Problem to work on: Could you please retype exactly the lines from the start of the records below through the line that contains "position:absolute; left:852px; top:30px;", both included, and leave out the pictures?

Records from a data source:
⁂

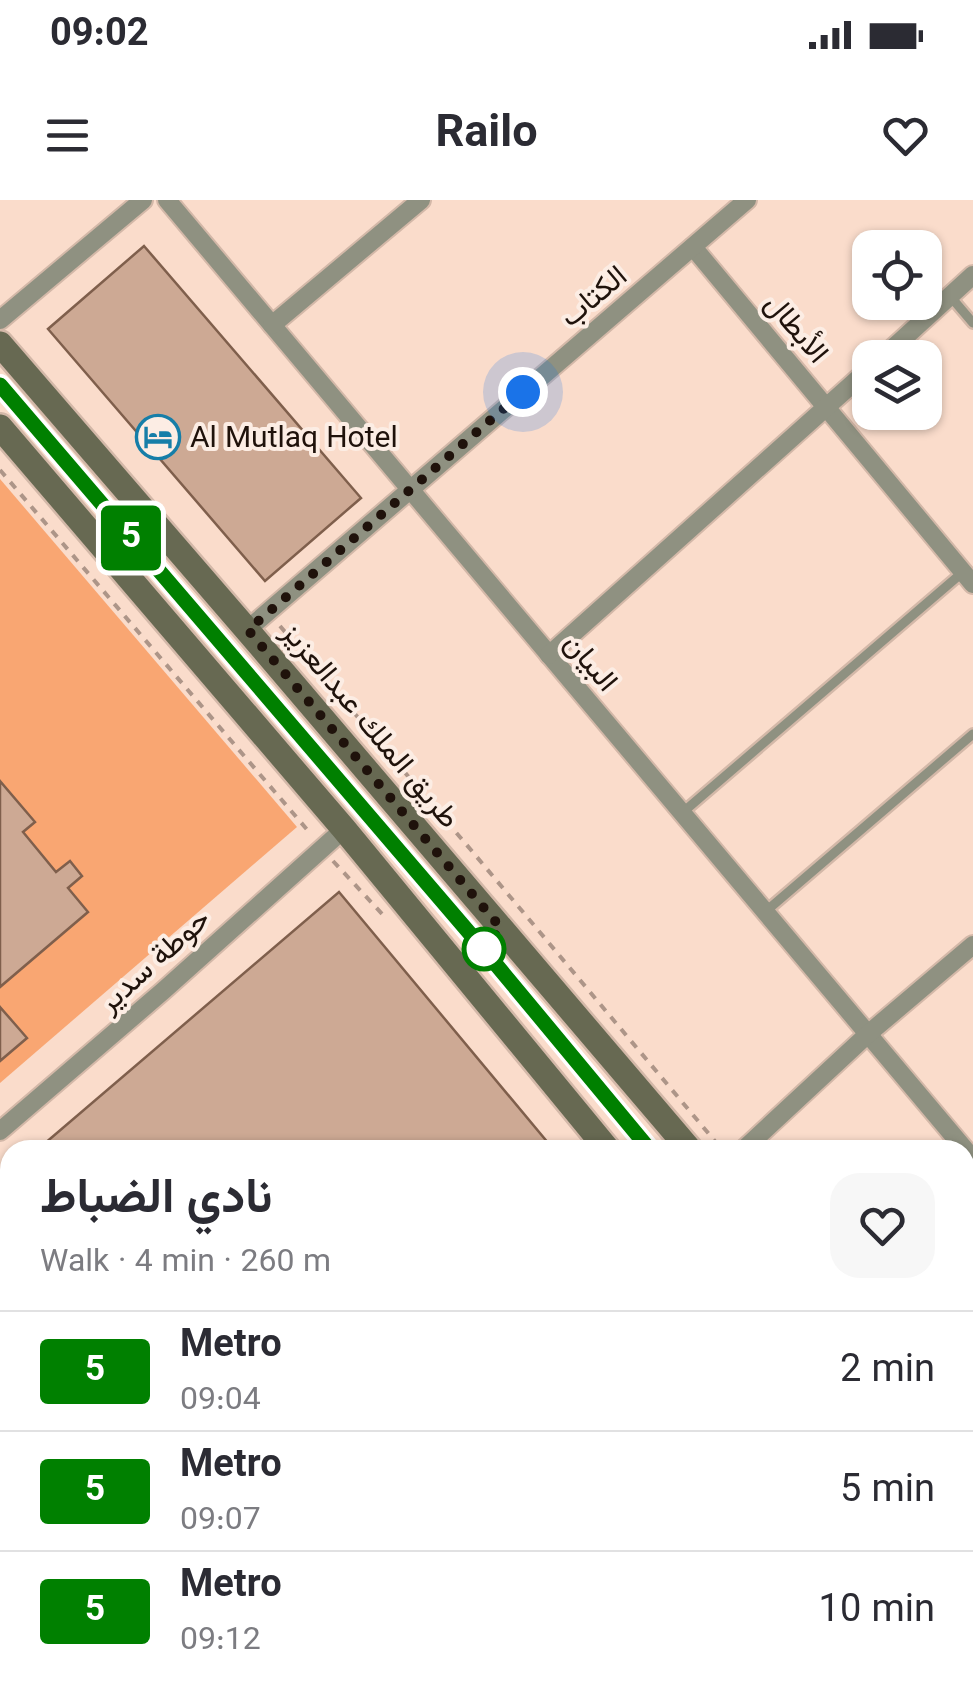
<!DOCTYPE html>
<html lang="en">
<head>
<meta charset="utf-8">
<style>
	body { margin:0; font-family:Georgia,Vazirmatn,serif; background:#f7f7f7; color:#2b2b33; height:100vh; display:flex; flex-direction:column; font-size:38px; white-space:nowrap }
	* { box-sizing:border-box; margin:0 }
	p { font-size:32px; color:#7c7c81 }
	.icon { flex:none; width:55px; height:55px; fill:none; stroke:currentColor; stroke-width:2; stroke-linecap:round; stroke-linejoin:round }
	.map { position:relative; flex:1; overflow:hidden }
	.panel { position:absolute; left:0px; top:940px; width:975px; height:550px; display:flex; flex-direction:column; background:#fff; border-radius:30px 30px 0 0; box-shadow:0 2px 8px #0004 }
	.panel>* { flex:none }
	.badge { padding:0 20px; border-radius:8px; font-size:35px; line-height:65px }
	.buttons { position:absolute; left:852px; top:30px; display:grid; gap:20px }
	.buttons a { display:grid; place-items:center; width:90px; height:90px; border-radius:20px; background:#fff; box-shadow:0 2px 8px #0004; font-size:50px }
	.you { position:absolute; width:50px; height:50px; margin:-25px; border:8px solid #fff; border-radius:50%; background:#1a73e8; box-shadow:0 0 0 15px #1a73e833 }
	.map>.badge { position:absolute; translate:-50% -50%; box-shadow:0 0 0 5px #fff }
	.round { display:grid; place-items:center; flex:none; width:105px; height:105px; border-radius:30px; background:#f7f7f7 }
	.headline { display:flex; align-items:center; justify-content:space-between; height:170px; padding:0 40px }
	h1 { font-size:48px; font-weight:700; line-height:75px }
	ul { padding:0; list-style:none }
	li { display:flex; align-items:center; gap:30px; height:120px; padding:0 40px; border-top:2px solid #e1e1e2 }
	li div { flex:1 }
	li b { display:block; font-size:38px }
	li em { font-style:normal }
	li .badge { min-width:110px; font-weight:700; text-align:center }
	.status { display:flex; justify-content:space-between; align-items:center; height:70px; padding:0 50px; background:#fff; direction:ltr }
	.status svg { height:28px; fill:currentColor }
	header { display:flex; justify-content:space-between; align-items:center; height:130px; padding:0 40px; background:#fff; font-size:45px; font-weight:700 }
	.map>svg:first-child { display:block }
	.green { fill:#f9a672 }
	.building { fill:#cda994; stroke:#7f5f4c; stroke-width:2.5 }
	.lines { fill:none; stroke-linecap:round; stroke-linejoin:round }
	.lane-casing { stroke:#d3b8a8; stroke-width:14 }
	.street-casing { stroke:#d3b8a8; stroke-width:22 }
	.secondary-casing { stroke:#d3b8a8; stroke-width:30 }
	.path { stroke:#ad9588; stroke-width:4; stroke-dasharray:8 8; stroke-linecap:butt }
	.lane { stroke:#8f9181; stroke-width:9 }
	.street { stroke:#8f9181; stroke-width:18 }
	.secondary { stroke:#676952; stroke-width:25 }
	.line-casing { stroke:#fff; stroke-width:22 }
	.line { stroke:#008000; stroke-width:15 }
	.walk { stroke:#1f120b; stroke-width:10; stroke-dasharray:0 18 }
	.stop-dot { fill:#fff; stroke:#008000; stroke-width:5 }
	.labels { text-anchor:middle; stroke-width:8; stroke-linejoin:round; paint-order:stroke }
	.street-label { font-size:30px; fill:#1f120b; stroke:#fcede4 }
	.poi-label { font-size:30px; fill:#1f120b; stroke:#fcede4; text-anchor:start }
</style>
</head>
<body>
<div class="status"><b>09:02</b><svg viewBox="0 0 49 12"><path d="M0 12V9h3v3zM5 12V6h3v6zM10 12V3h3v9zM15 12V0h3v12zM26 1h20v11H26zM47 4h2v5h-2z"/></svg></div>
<header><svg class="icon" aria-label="menu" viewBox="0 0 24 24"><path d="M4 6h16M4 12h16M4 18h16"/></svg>Railo<svg class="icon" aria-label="heart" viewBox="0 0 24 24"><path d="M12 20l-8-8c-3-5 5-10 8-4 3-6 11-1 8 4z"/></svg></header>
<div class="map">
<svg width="973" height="1490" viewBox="0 0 973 1490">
	<rect width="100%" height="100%" fill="#fadccb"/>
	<polygon class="green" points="0,279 297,627 0,883"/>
	<g class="building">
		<polygon points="144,46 361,298 265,381 48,129"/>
		<polygon points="0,581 35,622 23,632 56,672 70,661 82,676 68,688 88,712 0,787"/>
		<polygon points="339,692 554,950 37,950"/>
		<polygon points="0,807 27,838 0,861"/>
	</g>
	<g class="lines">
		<defs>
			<g id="lane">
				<polyline points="950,96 973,123"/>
				<polyline points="682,613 963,372"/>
				<polyline points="765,712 973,534"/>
				<polyline points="965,1231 973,1225"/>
				<polyline points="0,1289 10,1301"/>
				<polyline points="0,1336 10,1347"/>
				<polyline points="965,1464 973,1472"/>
				<polyline points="124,1480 133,1490"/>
				<polyline points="163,1480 172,1490"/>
				<polyline points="618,1490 630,1480"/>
			</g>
			<g id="street">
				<polyline points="167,0 973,959"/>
				<polyline points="693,47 973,384"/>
				<polyline points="0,120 143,0"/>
				<polyline points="272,125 421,0"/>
				<polyline points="882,158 973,75"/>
				<polyline points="247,430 747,0"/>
				<polyline points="549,455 870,168"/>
				<polyline points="0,931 163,791 344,629"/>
				<polyline points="743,950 868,834 973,745"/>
			</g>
			<g id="secondary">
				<polyline points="0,144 247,430 690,950"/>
				<polyline points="0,227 344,629 608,950"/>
				<polyline points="965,1252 973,1263"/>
				<polyline points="965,1356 973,1366"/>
				<polyline points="965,1405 973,1414"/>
			</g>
		</defs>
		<use href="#lane" class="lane-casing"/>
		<use href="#street" class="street-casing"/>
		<use href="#secondary" class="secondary-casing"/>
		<g class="path">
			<polyline points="0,270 310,633"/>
			<polyline points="280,426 471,650 719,946"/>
			<polyline points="333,661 384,716"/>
		</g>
		<use href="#lane" class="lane"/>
		<use href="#street" class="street"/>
		<use href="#secondary" class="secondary"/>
	</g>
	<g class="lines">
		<defs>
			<polyline id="line" points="0,185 484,750 650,950"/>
		</defs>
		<use href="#line" class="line-casing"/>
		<use href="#line" class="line"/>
		<polyline class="walk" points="484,749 501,728 248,430 523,192"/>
	</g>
	<defs>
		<symbol id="hotel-ring" viewBox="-11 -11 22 22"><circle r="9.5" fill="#fcede4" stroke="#167ea8" stroke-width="1.5"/><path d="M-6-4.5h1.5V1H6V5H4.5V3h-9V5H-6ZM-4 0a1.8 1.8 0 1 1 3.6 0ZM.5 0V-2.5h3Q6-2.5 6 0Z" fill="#167ea8"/></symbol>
	</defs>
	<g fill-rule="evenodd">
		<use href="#hotel-ring" x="133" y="212" width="50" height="50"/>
	</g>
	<circle class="stop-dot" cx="484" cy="749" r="20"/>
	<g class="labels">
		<g class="street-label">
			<text transform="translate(593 96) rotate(-40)" y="10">الكتاب</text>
			<text transform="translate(797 128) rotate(50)" y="10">الأبطال</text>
			<text transform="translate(591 462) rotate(50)" y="10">البيان</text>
			<text transform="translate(371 525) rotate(50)" y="10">طريق الملك عبدالعزيز</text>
			<text transform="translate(154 760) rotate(-42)" y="10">حوطة سدير</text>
		</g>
		<g class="poi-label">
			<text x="190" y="247">Al Mutlaq Hotel</text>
		</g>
	</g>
</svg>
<div class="buttons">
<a><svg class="icon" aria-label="locate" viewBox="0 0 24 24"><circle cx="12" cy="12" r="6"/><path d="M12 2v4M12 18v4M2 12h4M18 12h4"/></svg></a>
<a><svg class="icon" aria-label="layers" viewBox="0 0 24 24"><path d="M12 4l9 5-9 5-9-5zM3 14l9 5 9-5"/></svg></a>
</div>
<div class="you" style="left:523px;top:192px"></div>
<b class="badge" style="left:131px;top:338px;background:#008000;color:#fff">5</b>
<section class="panel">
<div class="headline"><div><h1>نادي الضباط</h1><p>Walk · 4 min · 260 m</p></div><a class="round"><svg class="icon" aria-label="heart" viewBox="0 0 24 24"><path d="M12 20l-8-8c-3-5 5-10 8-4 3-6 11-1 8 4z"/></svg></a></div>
<ul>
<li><span class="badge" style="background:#008000;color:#fff">5</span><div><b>Metro</b><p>09:04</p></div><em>2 min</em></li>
<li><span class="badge" style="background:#008000;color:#fff">5</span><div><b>Metro</b><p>09:07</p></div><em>5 min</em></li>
<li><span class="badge" style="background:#008000;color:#fff">5</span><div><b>Metro</b><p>09:12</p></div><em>10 min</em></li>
</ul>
</section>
</div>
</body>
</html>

⁂

Solution:
<!DOCTYPE html>
<html lang="en">
<head>
<meta charset="utf-8">
<style>
	body { margin:0; font-family:Georgia,Vazirmatn,serif; background:#f7f7f7; color:#2b2b33; height:100vh; display:flex; flex-direction:column; font-size:38px; white-space:nowrap }
	* { box-sizing:border-box; margin:0 }
	p { font-size:32px; color:#7c7c81 }
	.icon { flex:none; width:55px; height:55px; fill:none; stroke:currentColor; stroke-width:2; stroke-linecap:round; stroke-linejoin:round }
	.map { position:relative; flex:1; overflow:hidden }
	.panel { position:absolute; left:0px; top:940px; width:975px; height:550px; display:flex; flex-direction:column; background:#fff; border-radius:30px 30px 0 0; box-shadow:0 2px 8px #0004 }
	.panel>* { flex:none }
	.badge { padding:0 20px; border-radius:8px; font-size:35px; line-height:65px }
	.buttons { position:absolute; left:852px; top:30px; display:grid; gap:20px }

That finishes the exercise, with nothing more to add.